Issues: if \( \Delta K \) is large, roots may move a long distance between samples, causing incorrect pairing. Multiple roots can pass close to one another, making nearest-neighbor pairing ambiguous. Reducing \( \Delta K \) and using more sophisticated assignment (e.g., solving a global optimal matching problem) improves robustness.
Problem 4 (Analytic vs numeric for a robotic joint): Consider a simplified joint model \( G(s) = \dfrac{K}{J s^2 + B s} \) with positive constants \( J \) and \( B \). Derive the closed-loop characteristic polynomial for unity feedback and compute the closed-loop poles analytically as functions of \( K \). Explain how a computer program can verify your analytic expressions.
Solution:
The open-loop transfer function is \( G(s) = \dfrac{K}{J s^2 + B s} \). The characteristic equation is \( 1 + G(s) = 0 \), i.e.
\[ 1 + \frac{K}{J s^2 + B s} = 0 \quad \Longleftrightarrow \quad J s^2 + B s + K = 0. \]
Thus \( P(s,K) = J s^2 + B s + K \). The closed-loop poles are
\[ s_{1,2}(K) = \frac{-B \pm \sqrt{B^2 - 4 J K}}{2 J}. \]
For fixed \( J,B \), these expressions can be plotted
directly as functions of \( K \) to obtain the root
locus. A computer program can confirm the result by, for example, using
numpy.roots in Python with polynomial coefficients
\( [J,B,K] \) for many values of
\( K \) and comparing the numerically computed roots
with the closed-form formula above.
Problem 5 (Computational complexity): Suppose you implement root locus plotting for a degree \( n \) plant by repeatedly computing eigenvalues of the companion matrix for \( N_K \) gain values. Give a rough estimate of the computational complexity in terms of \( n \) and \( N_K \). How does this influence the choice of \( N_K \) in practice?
Solution:
A dense eigenvalue computation for an \( n \times n \) matrix typically costs on the order of \( \mathcal{O}(n^3) \) floating-point operations. Doing this for \( N_K \) values of \( K \) yields total cost
\[ \mathcal{O}\bigl(N_K n^3\bigr). \]
For modest orders (\( n \le 10 \)) and \( N_K \) in the hundreds, this is inexpensive on a modern computer. For higher-order systems, one chooses \( N_K \) adaptively, using finer sampling only in regions where poles are close to the imaginary axis or where design decisions are sensitive.
10. Summary
Computer-aided root locus plotting replaces graphical construction with systematic numerical computation of closed-loop poles as functions of loop gain. By expressing the characteristic polynomial \( P(s,K) = D(s) + K N(s) \) and, when convenient, its companion matrix, we exploit robust polynomial and eigenvalue solvers in Python, C++, Java, MATLAB/Simulink, and Wolfram Mathematica.

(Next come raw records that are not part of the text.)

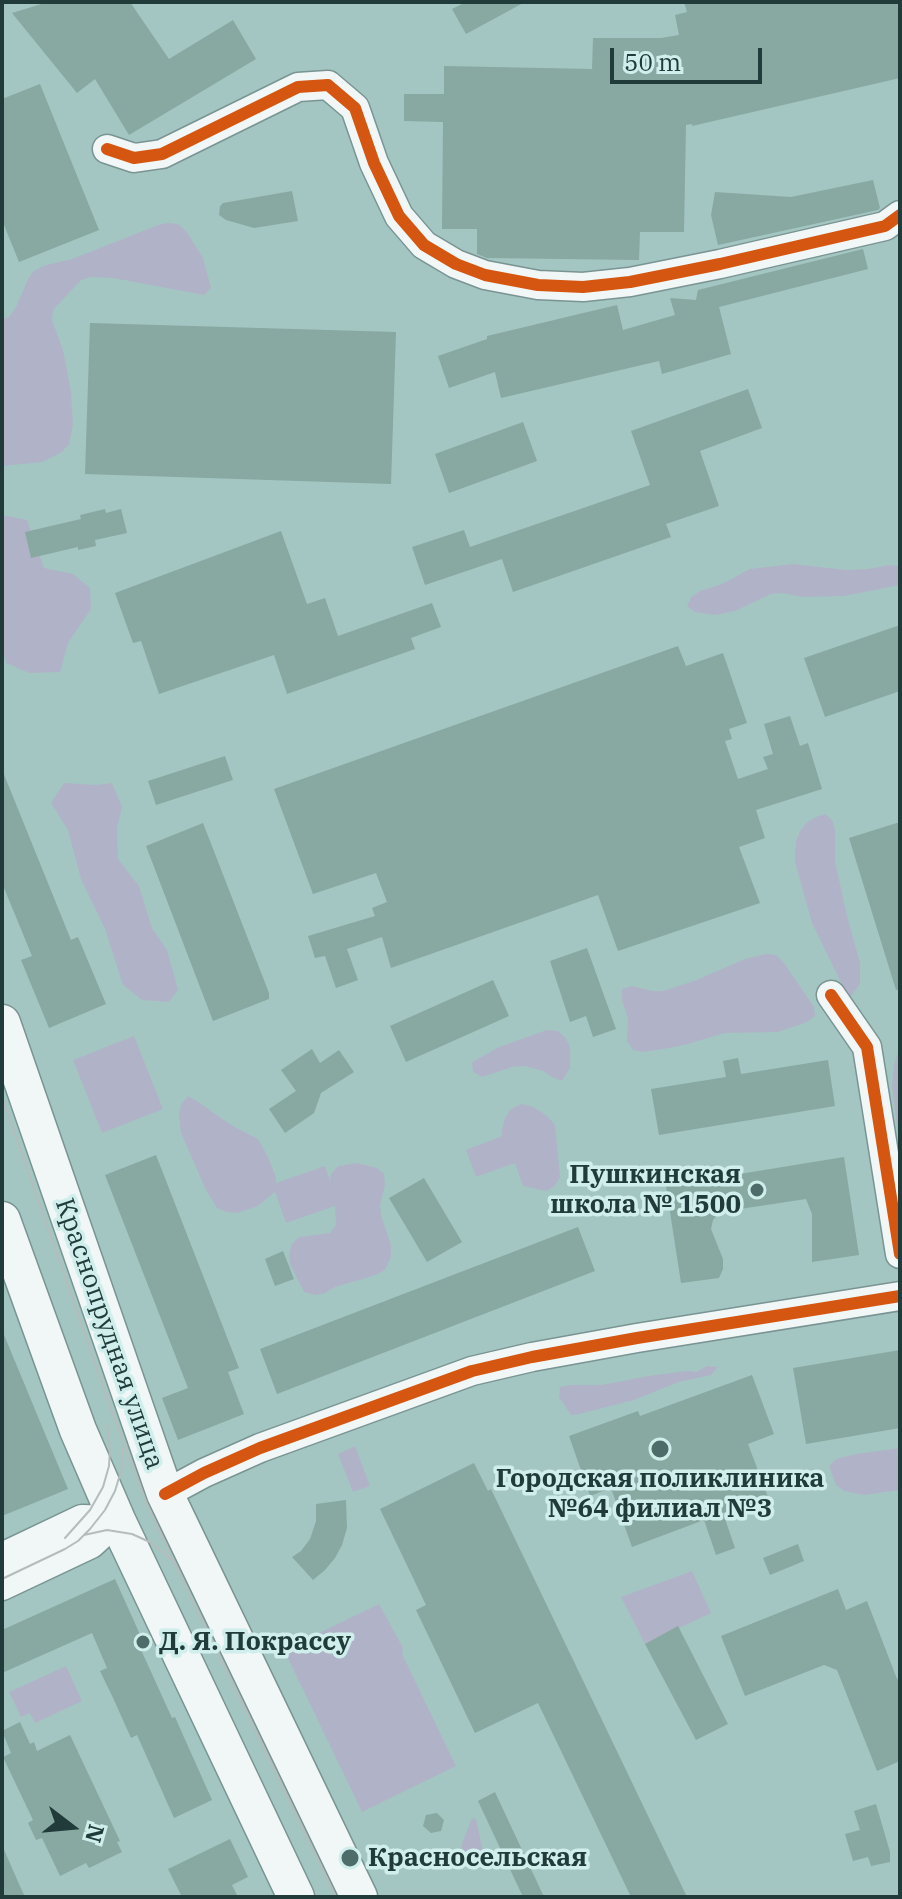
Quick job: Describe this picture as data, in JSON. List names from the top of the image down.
{
  "streets": {
    "main road": ["Краснопрудная улица"]
  },
  "places": [
    "Пушкинская школа № 1500",
    "Городская поликлиника №64 филиал №3",
    "Д. Я. Покрассу",
    "Красносельская"
  ],
  "scale_bar": "50 m",
  "north": "right"
}
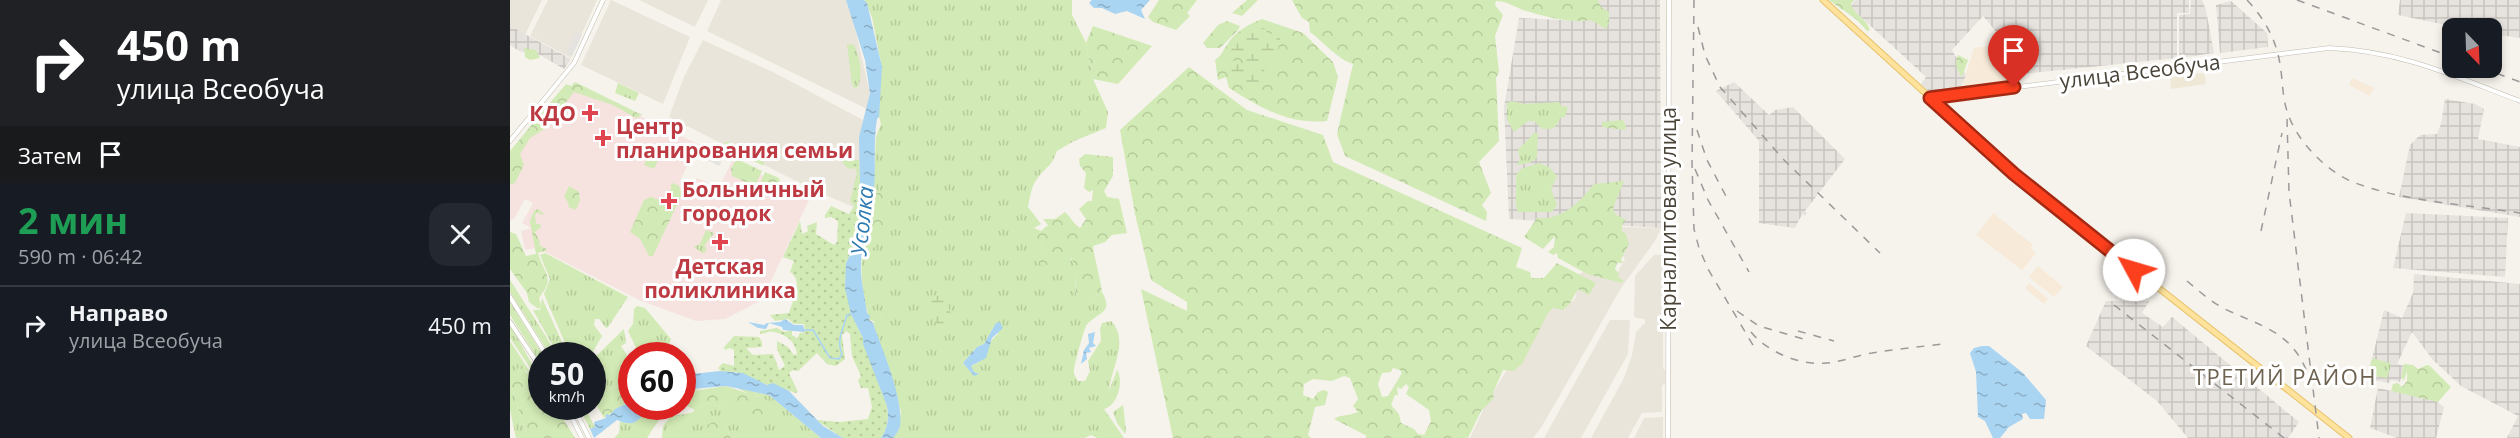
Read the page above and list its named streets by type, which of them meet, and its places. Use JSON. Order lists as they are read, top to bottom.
{
  "streets": {
    "street": ["улица Всеобуча", "Карналлитовая улица"]
  },
  "districts": ["ТРЕТИЙ РАЙОН"],
  "water": ["Усолка"],
  "places": {
    "health": [
      "КДО",
      "Центр планирования семьи",
      "Больничный городок",
      "Детская поликлиника"
    ]
  },
  "north": "bottom right",
  "page": {
    "turn": ["450 m", "улица Всеобуча"],
    "then": "Затем",
    "heading": ["2 мин", "590 m · 06:42"],
    "list": [
      {
        "name": "Направо",
        "note": "улица Всеобуча",
        "value": "450 m"
      }
    ],
    "speed": "50 km/h",
    "limit": "60"
  }
}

These tools are deeply integrated into robotic control workflows: high-fidelity models from robotics libraries are linearized, root locus is used to select gains satisfying stability and transient constraints, and the resulting parameters are deployed in real-time controllers. The next chapter will build on this computational foundation to perform systematic root locus-based controller design.
11. References
- Evans, W.R. (1948). Graphical analysis of control systems. Transactions of the American Institute of Electrical Engineers, 67(1), 547–551.

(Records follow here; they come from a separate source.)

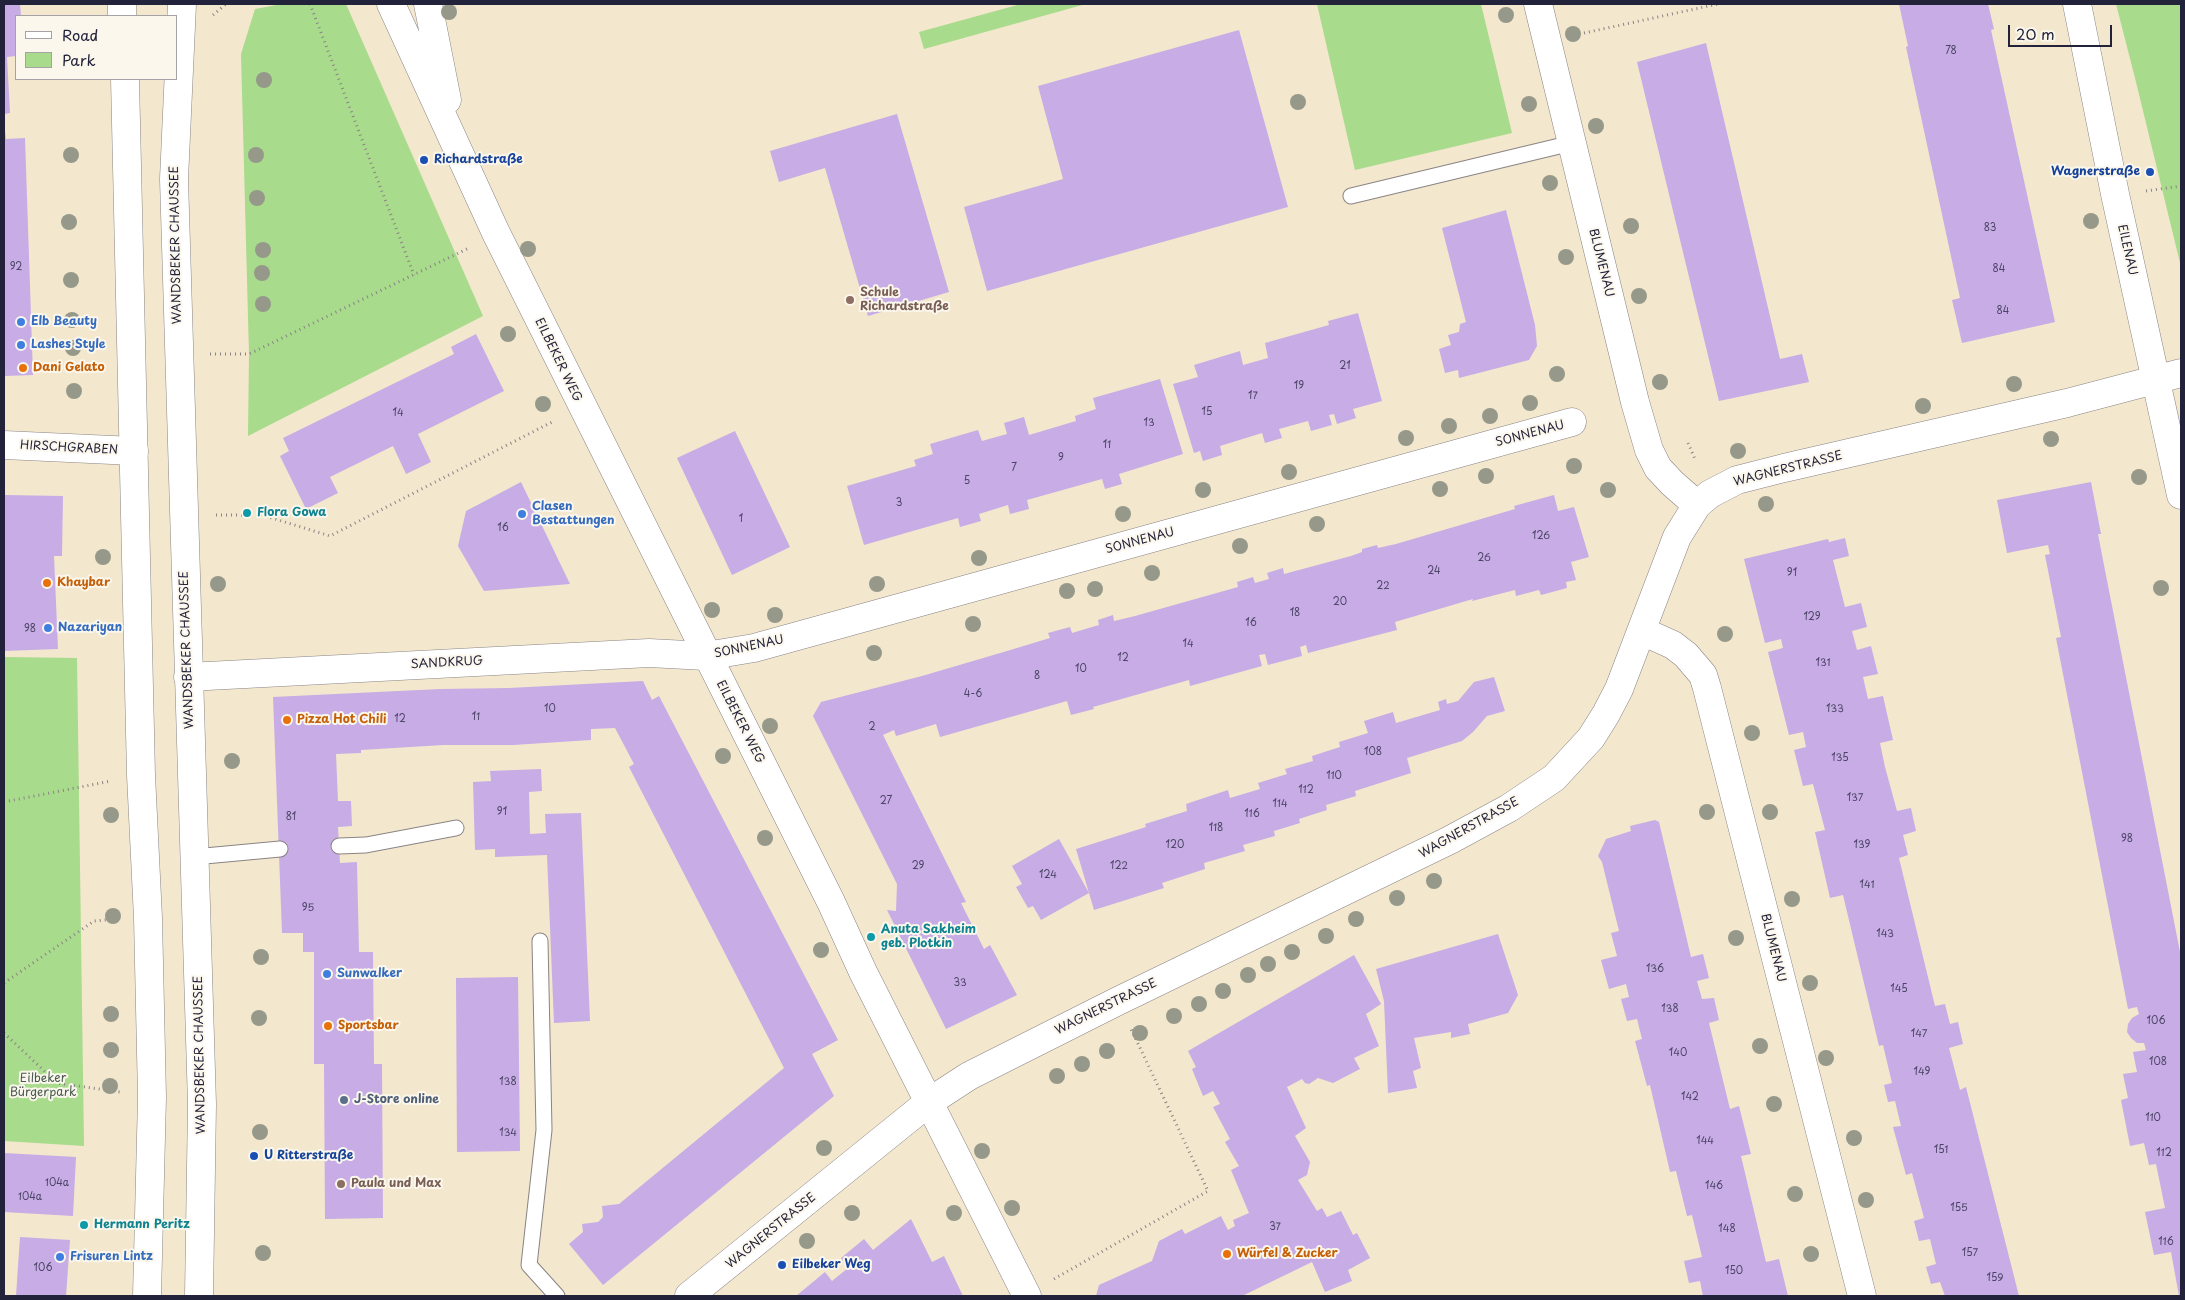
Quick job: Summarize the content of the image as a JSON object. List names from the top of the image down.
{
  "streets": {
    "street": [
      "WANDSBEKER CHAUSSEE",
      "EILENAU",
      "BLUMENAU",
      "EILBEKER WEG",
      "SONNENAU",
      "HIRSCHGRABEN",
      "WAGNERSTRASSE",
      "SANDKRUG"
    ]
  },
  "crossings": [
    ["WANDSBEKER CHAUSSEE", "SANDKRUG"],
    ["EILENAU", "WAGNERSTRASSE"],
    ["BLUMENAU", "WAGNERSTRASSE"],
    ["EILBEKER WEG", "SONNENAU"],
    ["EILBEKER WEG", "WAGNERSTRASSE"],
    ["EILBEKER WEG", "SANDKRUG"],
    ["SONNENAU", "SANDKRUG"]
  ],
  "parks": ["Eilbeker Bürgerpark"],
  "places": [
    "Richardstraße",
    "Wagnerstraße",
    "Schule Richardstraße",
    "Elb Beauty",
    "Lashes Style",
    "Dani Gelato",
    "Flora Gowa",
    "Clasen Bestattungen",
    "Khaybar",
    "Nazariyan",
    "Pizza Hot Chili",
    "Anuta Sakheim geb. Plotkin",
    "Sunwalker",
    "Sportsbar",
    "J-Store online",
    "U Ritterstraße",
    "Paula und Max",
    "Hermann Peritz",
    "Würfel & Zucker",
    "Frisuren Lintz",
    "Eilbeker Weg"
  ],
  "house_numbers": [
    "78",
    "83",
    "92",
    "84",
    "84",
    "21",
    "19",
    "17",
    "15",
    "14",
    "13",
    "11",
    "9",
    "7",
    "5",
    "3",
    "1",
    "16",
    "126",
    "26",
    "24",
    "91",
    "22",
    "20",
    "18",
    "129",
    "16",
    "98",
    "14",
    "12",
    "131",
    "10",
    "8",
    "4-6",
    "10",
    "133",
    "11",
    "12",
    "2",
    "108",
    "135",
    "110",
    "112",
    "137",
    "27",
    "114",
    "91",
    "116",
    "81",
    "118",
    "98",
    "120",
    "139",
    "29",
    "122",
    "124",
    "141",
    "95",
    "143",
    "136",
    "33",
    "145",
    "138",
    "106",
    "147",
    "140",
    "108",
    "149",
    "138",
    "142",
    "110",
    "134",
    "144",
    "151",
    "112",
    "104a",
    "146",
    "104a",
    "155",
    "37",
    "148",
    "116",
    "157",
    "106",
    "150",
    "159"
  ],
  "legend": ["Road", "Park"],
  "scale_bar": "20 m"
}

- Evans, W.R. (1950). Control system synthesis by root locus method. Transactions of the American Institute of Electrical Engineers, 69(1), 66–69.

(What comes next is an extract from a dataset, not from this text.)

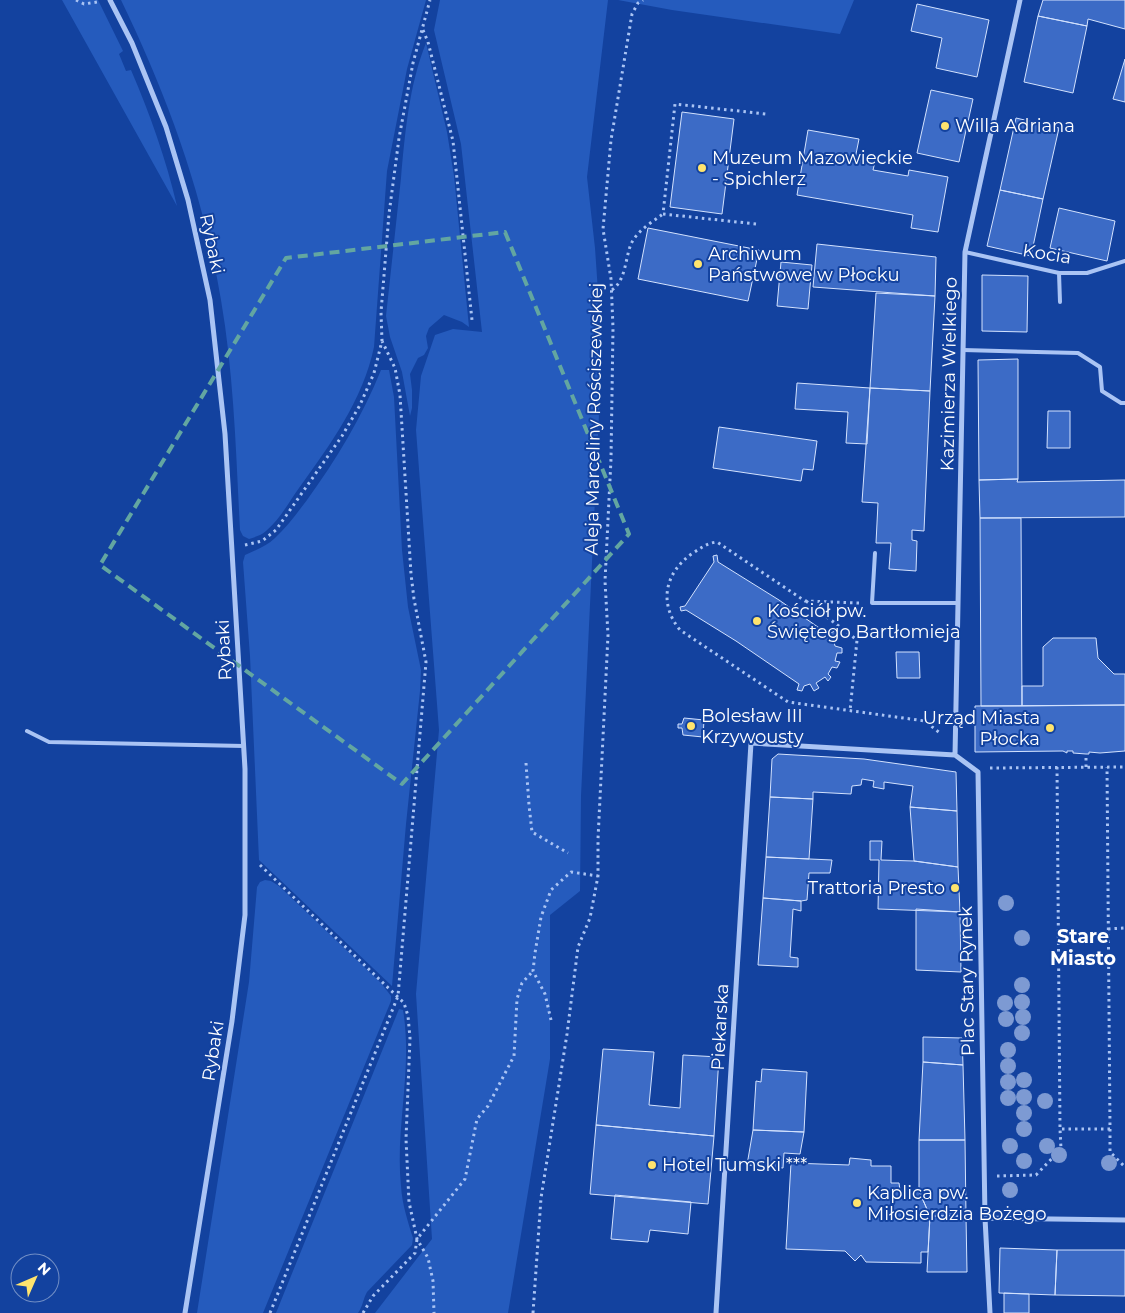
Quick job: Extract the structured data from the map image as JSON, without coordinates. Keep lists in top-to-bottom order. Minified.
{"streets":{"street":["Rybaki","Kazimierza Wielkiego","Plac Stary Rynek","Piekarska"],"lane":["Kocia"],"path":["Aleja Marceliny Rościszewskiej"]},"crossings":[["Kocia","Kazimierza Wielkiego"],["Kazimierza Wielkiego","Piekarska"]],"districts":["Stare Miasto"],"places":["Willa Adriana","Muzeum Mazowieckie - Spichlerz","Archiwum Państwowe w Płocku","Kościół pw. Świętego Bartłomieja","Bolesław III Krzywousty","Urząd Miasta Płocka","Trattoria Presto","Hotel Tumski ***","Kaplica pw. Miłosierdzia Bożego"],"north":"top right"}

- Jury, E.I. (1964). On the theory and application of the z-transform method for discrete-time systems. Proceedings of the IRE, 52(3), 205–211. (Classical root-locus ideas extended to discrete-time settings.)
- MacFarlane, A.G.J., & Kouvaritakis, B. (1977). A design technique for linear multivariable systems. International Journal of Control, 25(2), 203–222.
- Chen, C.-T. (1984). Linear System Theory and Design. Oxford University Press. (See chapters on root locus and pole assignment.)
- Franklin, G.F., Powell, J.D., & Emami-Naeini, A. (2019). Feedback Control of Dynamic Systems, 8th ed. Pearson. (Foundational development of root locus with computational examples.)
- Ogata, K. (2010). Modern Control Engineering, 5th ed. Prentice Hall. (Classical root locus rules and algorithmic considerations.)